• Task details: Repeat the listing word for word, but skip any pictures.

• Available data:
□ □ □ □ □ □ □

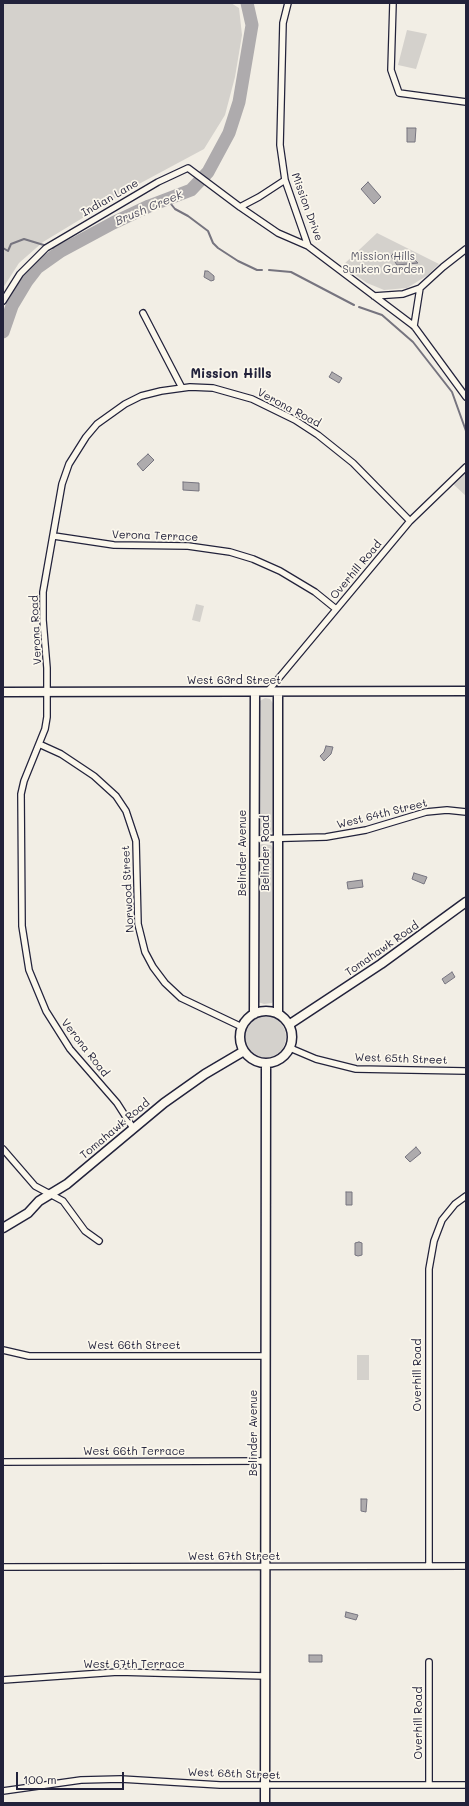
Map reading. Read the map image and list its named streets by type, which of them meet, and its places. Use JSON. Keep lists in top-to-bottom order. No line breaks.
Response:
{"streets":{"street":["Indian Lane","Mission Drive","Verona Road","Verona Terrace","Overhill Road","West 63rd Street","West 64th Street","Belinder Avenue","Belinder Road","Norwood Street","Tomahawk Road","West 65th Street","West 66th Street","West 66th Terrace","West 67th Street","West 67th Terrace","West 68th Street"]},"crossings":[["Indian Lane","Mission Drive"],["Verona Road","Verona Terrace"],["Verona Road","Overhill Road"],["Verona Road","West 63rd Street"],["Verona Road","Norwood Street"],["Verona Road","Tomahawk Road"],["Verona Terrace","Overhill Road"],["Overhill Road","West 63rd Street"],["Overhill Road","West 67th Street"],["Overhill Road","West 68th Street"],["West 63rd Street","Belinder Avenue"],["West 63rd Street","Belinder Road"],["West 64th Street","Belinder Avenue"],["West 64th Street","Belinder Road"],["Belinder Avenue","Belinder Road"],["Belinder Avenue","Norwood Street"],["Belinder Avenue","Tomahawk Road"],["Belinder Avenue","West 65th Street"],["Belinder Avenue","West 66th Street"],["Belinder Avenue","West 66th Terrace"],["Belinder Avenue","West 67th Street"],["Belinder Avenue","West 67th Terrace"],["Belinder Avenue","West 68th Street"],["Belinder Road","Norwood Street"],["Belinder Road","Tomahawk Road"],["Belinder Road","West 65th Street"],["Norwood Street","Tomahawk Road"],["Norwood Street","West 65th Street"],["Tomahawk Road","West 65th Street"]],"districts":["Mission Hills"],"water":["Brush Creek"],"parks":["Mission Hills Sunken Garden"],"scale_bar":"100 m"}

□ □ □ □ □ □ □

• Result of the task:
Map reading. Read the map image and list its named streets by type, which of them meet, and its places. Use JSON. Keep lists in top-to-bottom order. No line breaks.
Response:
{"streets":{"street":["Indian Lane","Mission Drive","Verona Road","Verona Terrace","Overhill Road","West 63rd Street","West 64th Street","Belinder Avenue","Belinder Road","Norwood Street","Tomahawk Road","West 65th Street","West 66th Street","West 66th Terrace","West 67th Street","West 67th Terrace","West 68th Street"]},"crossings":[["Indian Lane","Mission Drive"],["Verona Road","Verona Terrace"],["Verona Road","Overhill Road"],["Verona Road","West 63rd Street"],["Verona Road","Norwood Street"],["Verona Road","Tomahawk Road"],["Verona Terrace","Overhill Road"],["Overhill Road","West 63rd Street"],["Overhill Road","West 67th Street"],["Overhill Road","West 68th Street"],["West 63rd Street","Belinder Avenue"],["West 63rd Street","Belinder Road"],["West 64th Street","Belinder Avenue"],["West 64th Street","Belinder Road"],["Belinder Avenue","Belinder Road"],["Belinder Avenue","Norwood Street"],["Belinder Avenue","Tomahawk Road"],["Belinder Avenue","West 65th Street"],["Belinder Avenue","West 66th Street"],["Belinder Avenue","West 66th Terrace"],["Belinder Avenue","West 67th Street"],["Belinder Avenue","West 67th Terrace"],["Belinder Avenue","West 68th Street"],["Belinder Road","Norwood Street"],["Belinder Road","Tomahawk Road"],["Belinder Road","West 65th Street"],["Norwood Street","Tomahawk Road"],["Norwood Street","West 65th Street"],["Tomahawk Road","West 65th Street"]],"districts":["Mission Hills"],"water":["Brush Creek"],"parks":["Mission Hills Sunken Garden"],"scale_bar":"100 m"}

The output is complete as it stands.